EXERCISE
Filter out all lines without the word "Elevation" from the data below, please, and copy the rest.

TASK DATA
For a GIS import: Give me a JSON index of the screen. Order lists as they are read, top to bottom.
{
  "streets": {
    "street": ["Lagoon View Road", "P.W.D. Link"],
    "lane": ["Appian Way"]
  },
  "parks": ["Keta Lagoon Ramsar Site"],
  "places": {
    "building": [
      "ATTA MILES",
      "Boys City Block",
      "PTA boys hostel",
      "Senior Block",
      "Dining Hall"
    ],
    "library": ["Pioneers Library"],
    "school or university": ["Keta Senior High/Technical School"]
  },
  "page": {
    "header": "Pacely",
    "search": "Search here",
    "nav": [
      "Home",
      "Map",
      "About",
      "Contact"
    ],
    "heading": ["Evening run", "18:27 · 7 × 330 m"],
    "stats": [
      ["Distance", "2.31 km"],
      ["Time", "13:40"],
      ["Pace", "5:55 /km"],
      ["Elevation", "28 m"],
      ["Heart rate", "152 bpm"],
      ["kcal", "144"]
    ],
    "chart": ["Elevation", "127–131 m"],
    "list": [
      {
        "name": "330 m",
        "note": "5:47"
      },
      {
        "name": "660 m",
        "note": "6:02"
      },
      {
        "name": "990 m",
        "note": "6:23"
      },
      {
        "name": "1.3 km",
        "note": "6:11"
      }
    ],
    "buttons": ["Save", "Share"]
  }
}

RESULT BELOW
      ["Elevation", "28 m"],
    "chart": ["Elevation", "127–131 m"],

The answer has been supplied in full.